* The task:
Exactly retype the opening line of the entries and every line after it, ending with the line that contains "filter:drop-shadow(2px 0 #625648)". Skip all pictures.

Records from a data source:
****************

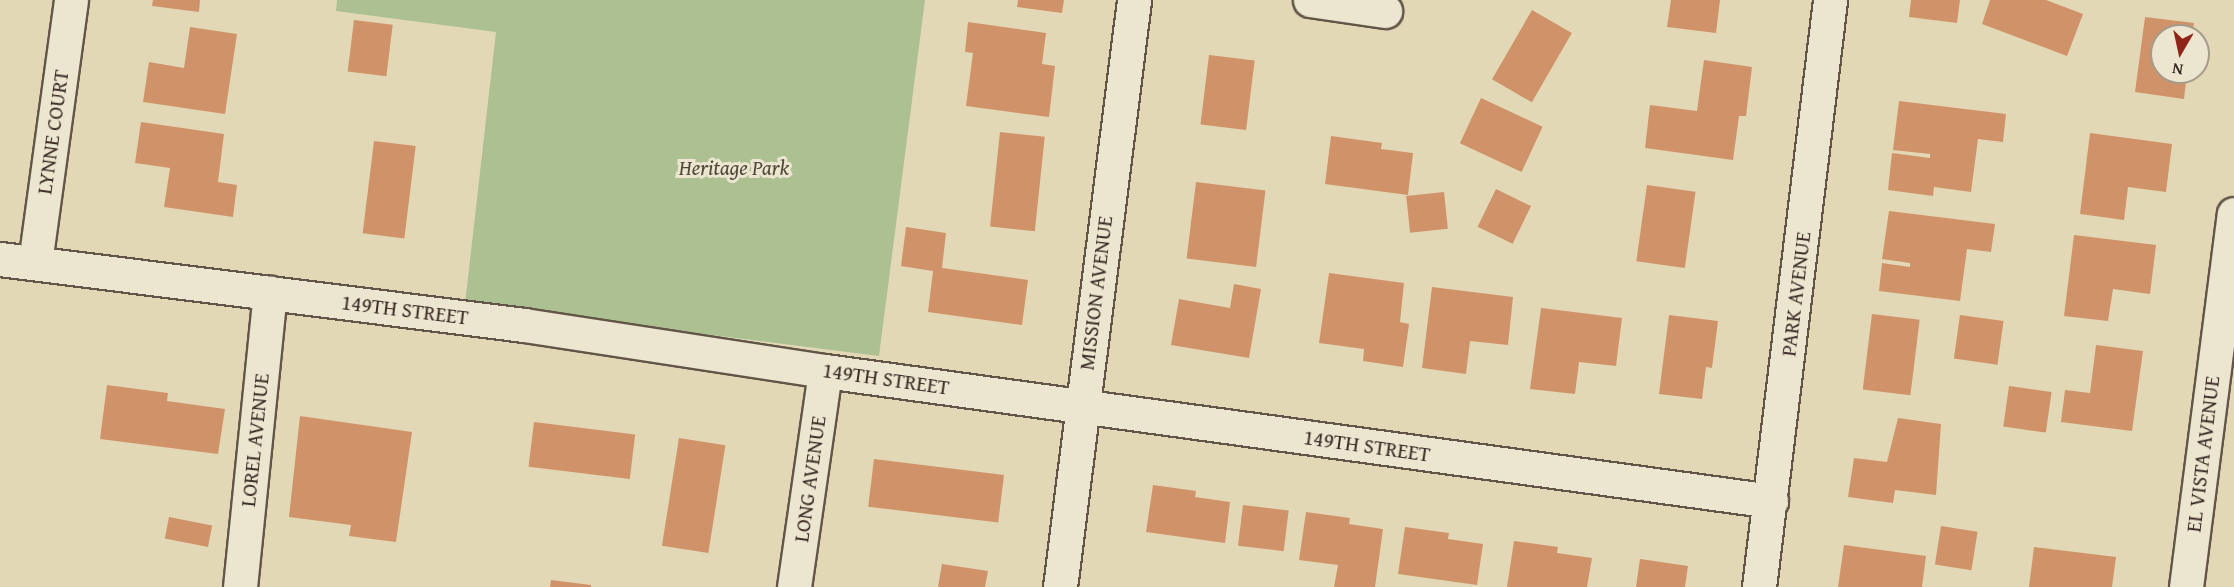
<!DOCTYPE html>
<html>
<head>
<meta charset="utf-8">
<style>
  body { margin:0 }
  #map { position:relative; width:2234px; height:587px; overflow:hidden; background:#e2d8b6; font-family:"Gentium Book Plus",serif }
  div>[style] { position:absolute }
  .green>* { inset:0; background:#adc092 }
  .building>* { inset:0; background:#d09369; transform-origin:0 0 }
  .roads { filter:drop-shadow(2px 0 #625648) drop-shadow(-2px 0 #625648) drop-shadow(0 2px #625648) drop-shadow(0 -2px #625648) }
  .minor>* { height:33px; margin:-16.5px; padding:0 16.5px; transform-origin:16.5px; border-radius:16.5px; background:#ece6d0 }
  span { translate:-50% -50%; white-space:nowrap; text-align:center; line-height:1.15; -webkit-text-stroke:6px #ece6d0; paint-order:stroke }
  .street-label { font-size:21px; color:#382a23 }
  .park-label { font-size:21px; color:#4f4839; font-style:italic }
  .north { position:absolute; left:2150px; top:24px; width:60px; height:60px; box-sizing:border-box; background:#ece6d0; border:2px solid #a49b8b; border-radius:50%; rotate:189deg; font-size:16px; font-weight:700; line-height:24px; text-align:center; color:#382a23 }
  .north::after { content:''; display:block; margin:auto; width:21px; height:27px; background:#8f2418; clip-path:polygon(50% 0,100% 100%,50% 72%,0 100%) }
</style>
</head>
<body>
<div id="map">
  <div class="green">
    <i style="clip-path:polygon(337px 0,925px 0,879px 356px,465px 304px,496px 32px,336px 11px)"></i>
  </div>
  <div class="building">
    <i style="clip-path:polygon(153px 0,200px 0,199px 12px,152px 6px)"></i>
    <i style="clip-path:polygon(1018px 0,1064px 0,1062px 13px,1017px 7px)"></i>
    <i style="clip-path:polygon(1671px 0,1720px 0,1716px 33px,1667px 27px)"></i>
    <i style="clip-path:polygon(1911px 0,1960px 0,1957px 23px,1909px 17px)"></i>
    <i style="clip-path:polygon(1990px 0,2046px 0,2083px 14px,2067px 56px,1982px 24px)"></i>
    <i style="left:1532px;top:10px;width:46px;height:80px;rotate:30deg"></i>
    <i style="clip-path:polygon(2145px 17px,2194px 23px,2192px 36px,2162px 36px,2162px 72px,2187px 72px,2184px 99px,2135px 92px)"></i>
    <i style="left:354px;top:20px;width:39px;height:52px;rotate:7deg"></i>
    <i style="clip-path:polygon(968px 22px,1046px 33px,1042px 64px,1055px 66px,1049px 117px,966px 106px,973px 53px,965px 52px)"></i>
    <i style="clip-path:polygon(190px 27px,237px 34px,225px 114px,143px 102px,149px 62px,184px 68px)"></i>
    <i style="left:1209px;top:55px;width:46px;height:70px;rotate:7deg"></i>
    <i style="clip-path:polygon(1704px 60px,1752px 67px,1746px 116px,1739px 116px,1733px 160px,1645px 148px,1650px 105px,1697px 111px)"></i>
    <i style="left:1481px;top:98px;width:68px;height:50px;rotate:25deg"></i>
    <i style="clip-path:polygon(1899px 101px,2006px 114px,2003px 142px,1978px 139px,1971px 192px,1934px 187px,1933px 196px,1888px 190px,1892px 153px,1930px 158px,1930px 154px,1893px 150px)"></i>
    <i style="clip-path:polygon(141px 122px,224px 134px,218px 182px,237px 185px,233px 217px,164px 207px,170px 168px,135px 163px)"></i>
    <i style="left:1000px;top:132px;width:45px;height:95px;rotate:6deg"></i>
    <i style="clip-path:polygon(2090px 133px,2172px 144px,2166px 192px,2128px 187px,2124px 220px,2080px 214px)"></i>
    <i style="clip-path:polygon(1331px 136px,1382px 143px,1381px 149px,1413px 153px,1408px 195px,1325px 184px)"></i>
    <i style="left:374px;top:141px;width:42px;height:93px;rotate:7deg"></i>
    <i style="left:1196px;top:182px;width:70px;height:77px;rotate:7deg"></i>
    <i style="left:1647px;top:185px;width:49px;height:77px;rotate:8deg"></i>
    <i style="left:1496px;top:189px;width:39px;height:42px;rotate:26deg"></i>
    <i style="left:1444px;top:192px;width:37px;height:38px;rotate:84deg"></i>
    <i style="clip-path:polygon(1889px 211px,1995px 224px,1991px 252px,1967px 249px,1960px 301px,1879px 291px,1882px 263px,1910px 267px,1910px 263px,1882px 259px)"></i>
    <i style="clip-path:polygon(906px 227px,946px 233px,942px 268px,1028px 280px,1022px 325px,928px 312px,933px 271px,901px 266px)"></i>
    <i style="clip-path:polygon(2074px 235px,2156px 245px,2150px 294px,2113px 289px,2108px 321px,2064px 316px)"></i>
    <i style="clip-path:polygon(1329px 273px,1404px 283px,1400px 322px,1409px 324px,1403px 367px,1363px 361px,1364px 349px,1319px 343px)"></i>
    <i style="clip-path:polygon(1234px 284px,1261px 289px,1249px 358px,1171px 345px,1179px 299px,1230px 308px)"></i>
    <i style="clip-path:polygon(1432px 287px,1513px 297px,1508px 345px,1470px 341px,1466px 374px,1422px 368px)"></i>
    <i style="clip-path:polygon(1541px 308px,1622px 318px,1616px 366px,1579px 362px,1575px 394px,1530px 389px)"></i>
    <i style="left:1872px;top:314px;width:48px;height:76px;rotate:7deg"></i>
    <i style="clip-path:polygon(1669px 315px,1718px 321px,1712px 368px,1706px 367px,1702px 399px,1659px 394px)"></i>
    <i style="left:1960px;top:315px;width:44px;height:44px;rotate:8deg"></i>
    <i style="clip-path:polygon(2096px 345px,2143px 351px,2132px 431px,2061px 422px,2065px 390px,2090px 393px)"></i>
    <i style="clip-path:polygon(107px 385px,168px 393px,167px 401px,225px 409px,218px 454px,100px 439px)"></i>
    <i style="left:2009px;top:386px;width:43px;height:41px;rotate:8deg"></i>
    <i style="clip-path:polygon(300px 416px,412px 432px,396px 542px,349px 536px,351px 525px,289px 517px)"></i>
    <i style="clip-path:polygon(1898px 418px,1941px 424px,1936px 495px,1895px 490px,1893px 503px,1848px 497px,1854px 458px,1887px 462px)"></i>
    <i style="left:534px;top:422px;width:102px;height:45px;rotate:7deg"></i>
    <i style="left:679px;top:438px;width:47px;height:109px;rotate:9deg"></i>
    <i style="left:874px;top:459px;width:131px;height:48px;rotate:7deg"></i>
    <i style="clip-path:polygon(1153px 485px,1196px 491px,1195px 497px,1230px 502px,1225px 543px,1146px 532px)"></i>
    <i style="left:1243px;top:505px;width:46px;height:41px;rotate:7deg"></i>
    <i style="clip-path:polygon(1306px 512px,1350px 518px,1349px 524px,1383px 529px,1375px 587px,1334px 587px,1338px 565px,1299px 560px)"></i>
    <i style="left:169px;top:517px;width:44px;height:22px;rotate:11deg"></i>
    <i style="left:1941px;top:526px;width:37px;height:39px;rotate:9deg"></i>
    <i style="clip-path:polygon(1405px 527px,1449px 533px,1448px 539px,1483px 544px,1477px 585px,1398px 574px)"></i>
    <i style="clip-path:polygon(1514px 541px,1558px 547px,1557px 553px,1592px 558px,1587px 587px,1507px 587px)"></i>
    <i style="clip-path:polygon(1844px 545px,1926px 556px,1922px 587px,1838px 587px)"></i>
    <i style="clip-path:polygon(2034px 547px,2116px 557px,2112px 587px,2029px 587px)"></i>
    <i style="clip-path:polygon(1640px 559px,1688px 566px,1685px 587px,1636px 587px)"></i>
    <i style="clip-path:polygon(942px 564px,988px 571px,985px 587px,938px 587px)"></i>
    <i style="clip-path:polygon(551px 580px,591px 585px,591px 587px,550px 587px)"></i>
  </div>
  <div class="roads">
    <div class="minor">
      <i style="left:1310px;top:0;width:76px;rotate:8.3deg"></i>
      <i style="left:0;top:259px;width:528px;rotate:7.18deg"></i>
      <i style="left:524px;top:325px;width:304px;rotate:8.7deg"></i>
      <i style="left:825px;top:371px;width:955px;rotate:7.82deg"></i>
      <i style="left:35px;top:263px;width:265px;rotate:-82.2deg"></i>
      <i style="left:240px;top:587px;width:296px;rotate:-84.2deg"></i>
      <i style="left:794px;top:587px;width:218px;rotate:-81.8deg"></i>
      <i style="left:1060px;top:587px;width:592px;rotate:-82.81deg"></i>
      <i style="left:1759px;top:587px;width:591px;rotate:-83.1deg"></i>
      <i style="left:2186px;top:587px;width:376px;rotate:-82.7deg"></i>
    </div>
  </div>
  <div class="street-label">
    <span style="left:53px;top:132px;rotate:-82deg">LYNNE COURT</span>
    <span style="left:1096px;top:293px;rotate:-83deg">MISSION AVENUE</span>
    <span style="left:1796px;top:294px;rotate:-83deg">PARK AVENUE</span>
    <span style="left:405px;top:310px;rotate:7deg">149TH STREET</span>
    <span style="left:886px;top:379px;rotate:8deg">149TH STREET</span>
    <span style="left:255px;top:440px;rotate:-84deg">LOREL AVENUE</span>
    <span style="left:1367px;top:446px;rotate:8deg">149TH STREET</span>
    <span style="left:2203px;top:454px;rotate:-83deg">EL VISTA AVENUE</span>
    <span style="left:810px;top:479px;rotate:-82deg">LONG AVENUE</span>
  </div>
  <div class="park-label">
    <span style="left:734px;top:168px">Heritage Park</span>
  </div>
  <div class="north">N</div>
</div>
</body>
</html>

****************

* Written answer:
<!DOCTYPE html>
<html>
<head>
<meta charset="utf-8">
<style>
  body { margin:0 }
  #map { position:relative; width:2234px; height:587px; overflow:hidden; background:#e2d8b6; font-family:"Gentium Book Plus",serif }
  div>[style] { position:absolute }
  .green>* { inset:0; background:#adc092 }
  .building>* { inset:0; background:#d09369; transform-origin:0 0 }
  .roads { filter:drop-shadow(2px 0 #625648) drop-shadow(-2px 0 #625648) drop-shadow(0 2px #625648) drop-shadow(0 -2px #625648) }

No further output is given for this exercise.